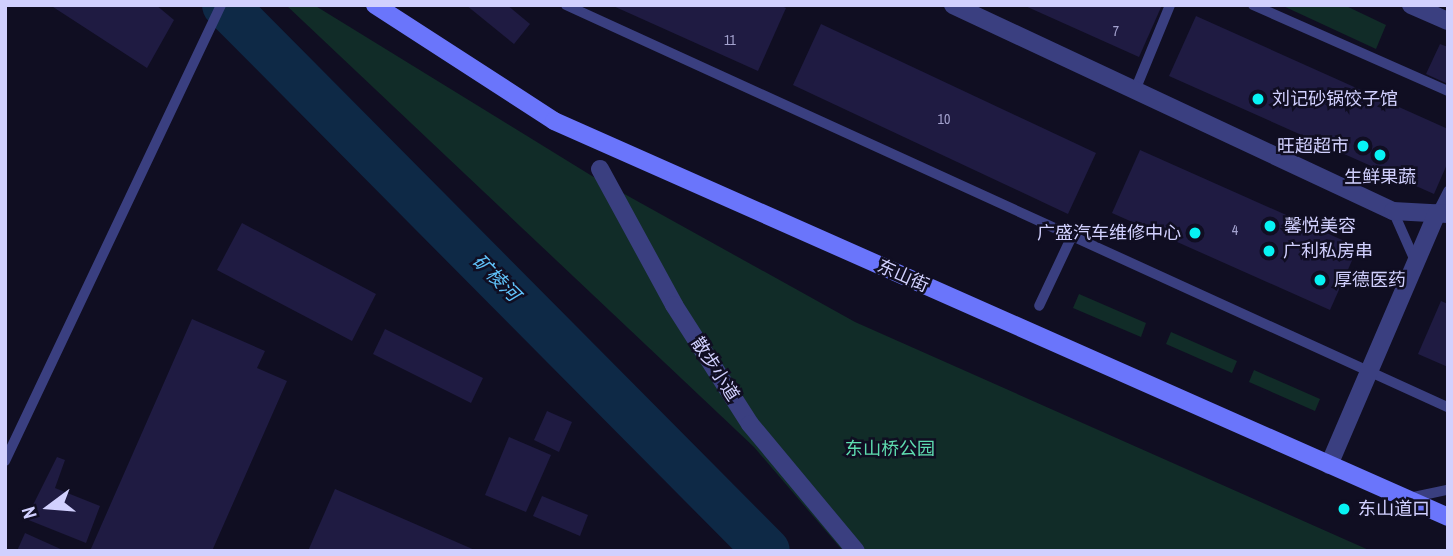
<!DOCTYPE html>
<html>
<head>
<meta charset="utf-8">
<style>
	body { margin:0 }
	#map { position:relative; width:1453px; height:556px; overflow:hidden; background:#100e22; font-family:"Archivo Narrow","Noto Sans SC",sans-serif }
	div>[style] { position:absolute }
	.green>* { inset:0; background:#112c28 }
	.river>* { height:46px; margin:-23px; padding:0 23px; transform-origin:23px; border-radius:23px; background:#0e2946 }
	.building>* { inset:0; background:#1f1b42 }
	.service>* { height:10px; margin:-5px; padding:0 5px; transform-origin:5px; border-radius:5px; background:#3a3f80 }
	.pedestrian>* { height:18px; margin:-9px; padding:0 9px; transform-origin:9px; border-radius:9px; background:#3a3f80 }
	.minor>* { height:18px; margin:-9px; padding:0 9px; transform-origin:9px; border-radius:9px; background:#3a3f80 }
	.secondary>* { height:18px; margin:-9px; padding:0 9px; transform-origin:9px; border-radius:9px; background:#6a75fb }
	.dots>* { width:19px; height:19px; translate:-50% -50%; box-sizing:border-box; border:4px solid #100e22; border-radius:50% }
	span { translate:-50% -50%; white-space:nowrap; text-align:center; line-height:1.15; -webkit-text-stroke:5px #100e22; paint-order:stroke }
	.number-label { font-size:14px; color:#a4a3cf }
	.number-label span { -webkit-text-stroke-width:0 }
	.poi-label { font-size:18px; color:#d1d0fe }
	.left { translate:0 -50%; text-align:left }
	.right { translate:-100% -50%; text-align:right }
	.street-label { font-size:18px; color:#d1d0fe }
	.park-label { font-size:18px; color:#5edcb0 }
	.water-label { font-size:19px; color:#61c3fb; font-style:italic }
	.frame { position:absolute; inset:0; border:7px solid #d1d0fe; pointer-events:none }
	.north { position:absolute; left:14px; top:472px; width:70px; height:70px; -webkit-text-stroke:5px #100e22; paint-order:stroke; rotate:254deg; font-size:19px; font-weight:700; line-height:28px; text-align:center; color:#d1d0fe }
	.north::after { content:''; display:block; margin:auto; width:24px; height:32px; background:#d1d0fe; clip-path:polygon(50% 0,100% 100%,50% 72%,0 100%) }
</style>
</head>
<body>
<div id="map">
	<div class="green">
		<div style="clip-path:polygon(286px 5px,314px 5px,592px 176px,855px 322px,1371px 551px,843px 551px,754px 447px)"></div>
		<div style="clip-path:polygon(1281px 5px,1344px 5px,1386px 25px,1376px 49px)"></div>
		<div style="clip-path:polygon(1079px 294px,1146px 323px,1141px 337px,1073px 308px)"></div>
		<div style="clip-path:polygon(1171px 332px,1237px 361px,1232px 373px,1166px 344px)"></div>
		<div style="clip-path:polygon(1254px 370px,1320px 399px,1315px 411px,1249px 382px)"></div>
	</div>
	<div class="river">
		<div style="left:225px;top:5px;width:769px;rotate:45.21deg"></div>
	</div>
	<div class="building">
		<div style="clip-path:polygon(50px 5px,156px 5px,174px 20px,147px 68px)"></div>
		<div style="clip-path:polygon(466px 5px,507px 5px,530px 24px,514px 44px)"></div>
		<div style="clip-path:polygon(611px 5px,779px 5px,786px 8px,758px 71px)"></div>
		<div style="clip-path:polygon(1023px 5px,1162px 5px,1139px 57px)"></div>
		<div style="clip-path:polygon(1196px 16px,1448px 129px,1448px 162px,1434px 194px,1169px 76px)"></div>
		<div style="clip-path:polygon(821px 24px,1096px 153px,1068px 214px,793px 85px)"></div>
		<div style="clip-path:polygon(1440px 44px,1448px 47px,1448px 84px,1426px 74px)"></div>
		<div style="clip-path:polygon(1140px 150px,1358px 247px,1330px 310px,1112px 213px)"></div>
		<div style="clip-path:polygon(242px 223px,376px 294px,352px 341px,217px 270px)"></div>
		<div style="clip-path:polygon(1441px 301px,1448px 304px,1448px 367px,1418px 354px)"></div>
		<div style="clip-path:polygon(192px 319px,265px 351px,257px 368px,287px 381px,212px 551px,90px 551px)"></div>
		<div style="clip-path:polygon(385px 329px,483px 378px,471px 403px,373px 354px)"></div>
		<div style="clip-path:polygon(547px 411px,572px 422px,559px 452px,534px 440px)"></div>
		<div style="clip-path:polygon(509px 437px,551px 455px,526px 512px,485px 495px)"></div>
		<div style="clip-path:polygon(57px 457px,65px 460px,55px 488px,100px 506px,86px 543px,26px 519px)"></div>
		<div style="clip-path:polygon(335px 489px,477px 551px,308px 551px)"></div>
		<div style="clip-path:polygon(542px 496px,588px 515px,580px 536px,533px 516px)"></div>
		<div style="clip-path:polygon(25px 533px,65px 551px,17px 551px)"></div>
	</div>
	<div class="service">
		<div style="left:566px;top:5px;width:556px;rotate:24.54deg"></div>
		<div style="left:1072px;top:236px;width:77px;rotate:115.2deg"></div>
		<div style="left:1253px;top:5px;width:213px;rotate:23.8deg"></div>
		<div style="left:1136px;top:88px;width:90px;rotate:-67.7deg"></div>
		<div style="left:1393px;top:211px;width:57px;rotate:66.1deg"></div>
		<div style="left:1437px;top:213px;width:25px;rotate:-63deg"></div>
		<div style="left:1072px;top:236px;width:413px;rotate:24.5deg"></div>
		<div style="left:5px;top:461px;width:505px;rotate:-64.65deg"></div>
		<div style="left:1409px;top:498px;width:40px;rotate:-12deg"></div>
	</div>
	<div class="pedestrian">
		<div style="left:600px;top:169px;width:155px;rotate:61.4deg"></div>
		<div style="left:674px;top:305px;width:141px;rotate:57.4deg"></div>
		<div style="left:750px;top:424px;width:165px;rotate:50.2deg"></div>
	</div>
	<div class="minor">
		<div style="left:953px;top:5px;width:486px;rotate:25.1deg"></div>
		<div style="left:1393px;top:211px;width:55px;rotate:3.1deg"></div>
		<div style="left:1411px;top:5px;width:40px;rotate:23.4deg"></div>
		<div style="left:1329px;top:465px;width:274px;rotate:-66.8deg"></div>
	</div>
	<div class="secondary">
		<div style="left:375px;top:5px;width:213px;rotate:32.9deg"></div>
		<div style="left:554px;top:121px;width:978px;rotate:23.89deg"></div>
	</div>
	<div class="dots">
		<div style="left:1258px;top:99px;background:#07f3f4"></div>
		<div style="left:1363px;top:146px;background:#07f3f4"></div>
		<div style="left:1380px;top:155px;background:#07f3f4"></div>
		<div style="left:1270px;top:226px;background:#07f3f4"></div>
		<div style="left:1195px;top:233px;background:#07f3f4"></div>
		<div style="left:1269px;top:251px;background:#07f3f4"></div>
		<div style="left:1320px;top:280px;background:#07f3f4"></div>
		<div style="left:1344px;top:509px;background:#07f3f4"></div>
	</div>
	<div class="number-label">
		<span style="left:1116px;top:31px">7</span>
		<span style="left:730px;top:40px">11</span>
		<span style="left:944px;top:119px">10</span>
		<span style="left:1235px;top:230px">4</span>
	</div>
	<div class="poi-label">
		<span class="left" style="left:1272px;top:99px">刘记砂锅饺子馆</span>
		<span class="right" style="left:1349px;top:146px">旺超超市</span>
		<span style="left:1380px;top:177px">生鲜果蔬</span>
		<span class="left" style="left:1284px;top:226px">馨悦美容</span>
		<span class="right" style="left:1181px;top:233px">广盛汽车维修中心</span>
		<span class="left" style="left:1283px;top:251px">广利私房串</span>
		<span class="left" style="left:1334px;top:280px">厚德医药</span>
		<span class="left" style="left:1358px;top:509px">东山道口</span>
	</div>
	<div class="street-label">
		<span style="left:903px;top:276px;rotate:24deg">东山街</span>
		<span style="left:715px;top:369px;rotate:57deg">散步小道</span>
	</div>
	<div class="park-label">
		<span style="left:890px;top:449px">东山桥公园</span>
	</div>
	<div class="water-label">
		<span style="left:496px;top:278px;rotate:45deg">矿棱河</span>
	</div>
	<div class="frame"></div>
	<div class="north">N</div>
</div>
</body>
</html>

◆ **WHAT NEEDS TO BE DONE**
In the copy, include each line from the start of the material through the line with "height:10px; margin:-5px; padding:0", word for word, but none of the pictures.

◆ **EXERCISE ANSWER**
<!DOCTYPE html>
<html>
<head>
<meta charset="utf-8">
<style>
	body { margin:0 }
	#map { position:relative; width:1453px; height:556px; overflow:hidden; background:#100e22; font-family:"Archivo Narrow","Noto Sans SC",sans-serif }
	div>[style] { position:absolute }
	.green>* { inset:0; background:#112c28 }
	.river>* { height:46px; margin:-23px; padding:0 23px; transform-origin:23px; border-radius:23px; background:#0e2946 }
	.building>* { inset:0; background:#1f1b42 }
	.service>* { height:10px; margin:-5px; padding:0 5px; transform-origin:5px; border-radius:5px; background:#3a3f80 }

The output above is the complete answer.